National Labor Relations Act Sec. 8(a) (5), 29 U.S.C. § 158(a) (5) (1976), requires the employer to supply the union with information relevant to the union's collective bargaining duties. Detroit Edison Co. v. NLRB, 440 U.S. 301, 303, 99 S. Ct. 1123, 1125, 59 L. Ed. 2d 333 (1979); NLRB v. Acme Industrial Co., 385 U.S. 432, 435-36, 87 S. Ct. 565, 567-68, 17 L. Ed. 2d 495 (1967); NLRB v. Truitt Manufacturing Co., 351 U.S. 149, 152-53, 76 S. Ct. 753, 755-56, 100 L. Ed. 1027 (1956); NLRB v. Leland Stanford, Jr. University, 715 F.2d 473, 474-75 (9th Cir. 1983). Relevant information includes information requested for the purpose of policing the collective bargaining agreement and processing grievances. Acme Industrial Co., 385 U.S. at 435-38, 87 S. Ct. at 567-69; NLRB v. Associated General Contractors, 633 F.2d 766, 770 (9th Cir. 1980), cert. denied, 452 U.S. 915, 101 S. Ct. 3049, 69 L. Ed. 2d 418 (1981).

Between 1976 and 1979, five to six employees complained to the union's vice president that they were receiving lower wages than the collective bargaining agreement established. In some cases, they produced paycheck stubs bearing the names of firms called Maintenance Development Ecology or General Building Services, rather than the name Realty Maintenance, their purported employer.1 

Some of these employees also complained that they had been unable to collect the health and welfare benefits that the contract provided. When the employees checked with the union's health and welfare office, they discovered that the employer was not paying into those funds on their behalf.
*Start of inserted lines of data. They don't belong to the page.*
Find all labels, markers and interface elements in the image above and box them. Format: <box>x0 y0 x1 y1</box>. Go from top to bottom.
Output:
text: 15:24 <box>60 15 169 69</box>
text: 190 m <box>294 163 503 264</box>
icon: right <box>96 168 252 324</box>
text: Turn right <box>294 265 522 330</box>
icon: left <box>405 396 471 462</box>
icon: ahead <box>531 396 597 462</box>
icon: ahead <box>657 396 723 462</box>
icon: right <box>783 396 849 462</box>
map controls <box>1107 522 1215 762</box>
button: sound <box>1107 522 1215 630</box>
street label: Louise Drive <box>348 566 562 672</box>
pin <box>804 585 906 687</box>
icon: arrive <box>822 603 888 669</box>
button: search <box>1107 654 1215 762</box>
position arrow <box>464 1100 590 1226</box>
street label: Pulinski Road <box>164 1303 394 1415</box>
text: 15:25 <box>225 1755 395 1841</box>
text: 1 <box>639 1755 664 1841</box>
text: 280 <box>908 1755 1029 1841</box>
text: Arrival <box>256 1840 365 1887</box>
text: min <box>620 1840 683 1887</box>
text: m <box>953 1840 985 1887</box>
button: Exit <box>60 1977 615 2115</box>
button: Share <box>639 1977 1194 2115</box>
In response to these complaints, the union invoked the grievance procedure. The union's vice president sent two letters, both dated October 19, 1979, asking the employer to provide extensive information about its business relationships with Maintenance Development and General Building.2 

To determine whether the information that the union seeks is relevant, we apply a liberal "discovery-type standard." Acme Industrial Co., 385 U.S. at 437, 87 S. Ct. at 568. " [T]he information [need only] be directly related to the union's function as a bargaining representative and ... appear reasonably necessary for the performance of that function." San Diego Newspaper Guild v. NLRB, 548 F.2d 863, 867 n. 7 (9th Cir. 1977) (citations omitted). Moreover, we hold the union to a slightly greater "initial, but not overwhelming, demonstration" when it seeks information meeting these standards, but pertaining to matters beyond the more traditional request for data about employees in the bargaining unit. Id. at 869; cf. Stanford University, 715 F.2d at 474-75 (enforcing order to provide union with information about employees outside the bargaining unit).
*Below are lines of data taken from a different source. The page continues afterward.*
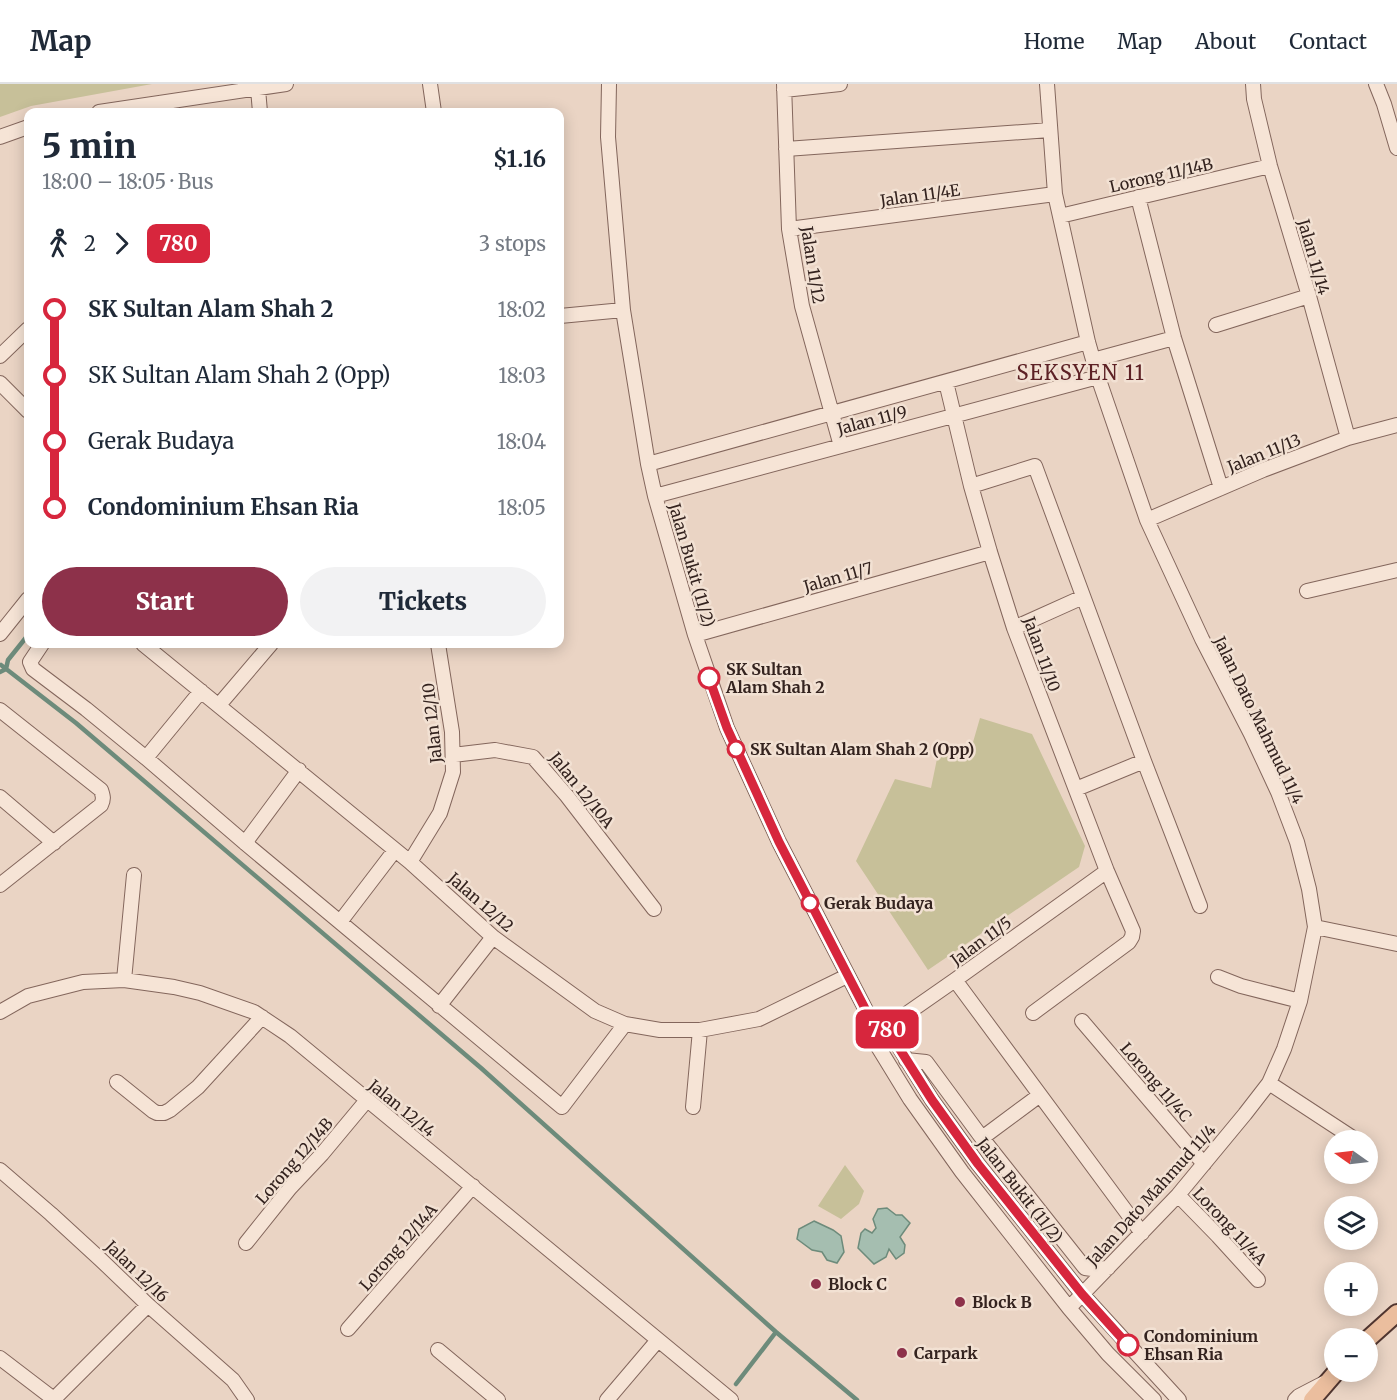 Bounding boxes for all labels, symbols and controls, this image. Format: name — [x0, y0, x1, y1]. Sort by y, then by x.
text: Map — [30, 23, 92, 59]
text: Home — [1024, 28, 1084, 55]
text: Map — [1117, 28, 1162, 55]
text: About — [1195, 28, 1256, 55]
text: Contact — [1289, 28, 1367, 55]
text: 5 min — [42, 126, 136, 167]
text: $1.16 — [493, 145, 546, 173]
street label: Lorong 11/14B — [1107, 153, 1215, 197]
text: 18:00 – 18:05 · Bus — [42, 169, 214, 194]
street label: Jalan 11/4E — [878, 179, 962, 211]
street label: Jalan 11/14 — [1293, 216, 1334, 297]
street label: Jalan 11/12 — [797, 224, 829, 305]
icon: walk — [42, 227, 75, 260]
icon: forward — [105, 227, 138, 260]
text: 780 — [159, 230, 198, 257]
text: 2 — [84, 231, 96, 256]
text: 3 stops — [479, 231, 546, 256]
text: SK Sultan Alam Shah 2 — [88, 295, 333, 323]
text: 18:02 — [497, 297, 546, 322]
district label: SEKSYEN 11 — [1017, 360, 1145, 385]
text: SK Sultan Alam Shah 2 (Opp) — [88, 361, 390, 389]
text: 18:03 — [498, 363, 546, 388]
street label: Jalan 11/9 — [834, 401, 909, 439]
text: Gerak Budaya — [88, 427, 234, 455]
text: 18:04 — [497, 429, 546, 454]
street label: Jalan 11/13 — [1223, 429, 1304, 477]
text: Condominium Ehsan Ria — [88, 493, 359, 521]
text: 18:05 — [498, 495, 546, 520]
street label: Jalan Bukit (11/2) — [664, 500, 719, 629]
street label: Jalan 11/7 — [800, 558, 875, 597]
button: Start — [42, 567, 288, 636]
button: Tickets — [300, 567, 546, 636]
street label: Jalan 11/10 — [1019, 613, 1065, 694]
street label: Jalan Dato Mahmud 11/4 — [1209, 632, 1308, 807]
place label: SK Sultan Alam Shah 2 — [725, 659, 825, 697]
marker: SK Sultan Alam Shah 2 — [698, 667, 720, 689]
street label: Jalan 12/10 — [418, 682, 446, 765]
place label: SK Sultan Alam Shah 2 (Opp) — [750, 739, 974, 759]
marker: SK Sultan Alam Shah 2 (Opp) — [727, 740, 745, 758]
street label: Jalan 12/10A — [545, 747, 619, 833]
street label: Jalan 12/12 — [443, 867, 518, 936]
place label: Gerak Budaya — [824, 893, 933, 913]
marker: Gerak Budaya — [801, 894, 819, 912]
street label: Jalan 11/5 — [946, 912, 1015, 970]
line badge: 780 — [852, 1010, 922, 1048]
text: 780 — [868, 1016, 906, 1043]
street label: Lorong 11/4C — [1116, 1038, 1196, 1126]
street label: Jalan 12/14 — [364, 1074, 440, 1141]
street label: Lorong 12/14B — [251, 1114, 337, 1208]
street label: Jalan Dato Mahmud 11/4 — [1081, 1120, 1220, 1271]
north arrow — [1324, 1130, 1378, 1184]
map controls — [1324, 1130, 1378, 1382]
street label: Jalan Bukit (11/2) — [972, 1133, 1067, 1247]
street label: Lorong 11/4A — [1189, 1183, 1272, 1270]
button: layers — [1324, 1196, 1378, 1250]
street label: Lorong 12/14A — [355, 1199, 442, 1295]
street label: Jalan 12/16 — [100, 1235, 173, 1306]
button: + — [1324, 1262, 1378, 1316]
place label: Block C — [828, 1274, 887, 1294]
marker: Block C — [809, 1277, 823, 1291]
place label: Block B — [972, 1292, 1032, 1312]
marker: Block B — [953, 1295, 967, 1309]
place label: Condominium Ehsan Ria — [1144, 1326, 1258, 1364]
button: − — [1324, 1328, 1378, 1382]
marker: Condominium Ehsan Ria — [1117, 1334, 1139, 1356]
place label: Carpark — [914, 1343, 978, 1363]
marker: Carpark — [895, 1346, 909, 1360]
We think that the union needed the requested information to perform an essential collective bargaining function. The union had reason to suspect that the employer was attempting to circumvent the collective bargaining contract by secretly cutting wages and diverting work to other, possibly related, firms. Without further data, however, it could not successfully act on these suspicions. See, e.g., Press Democrat Publishing Co. v. NLRB, 629 F.2d 1320, 1325 (9th Cir. 1980).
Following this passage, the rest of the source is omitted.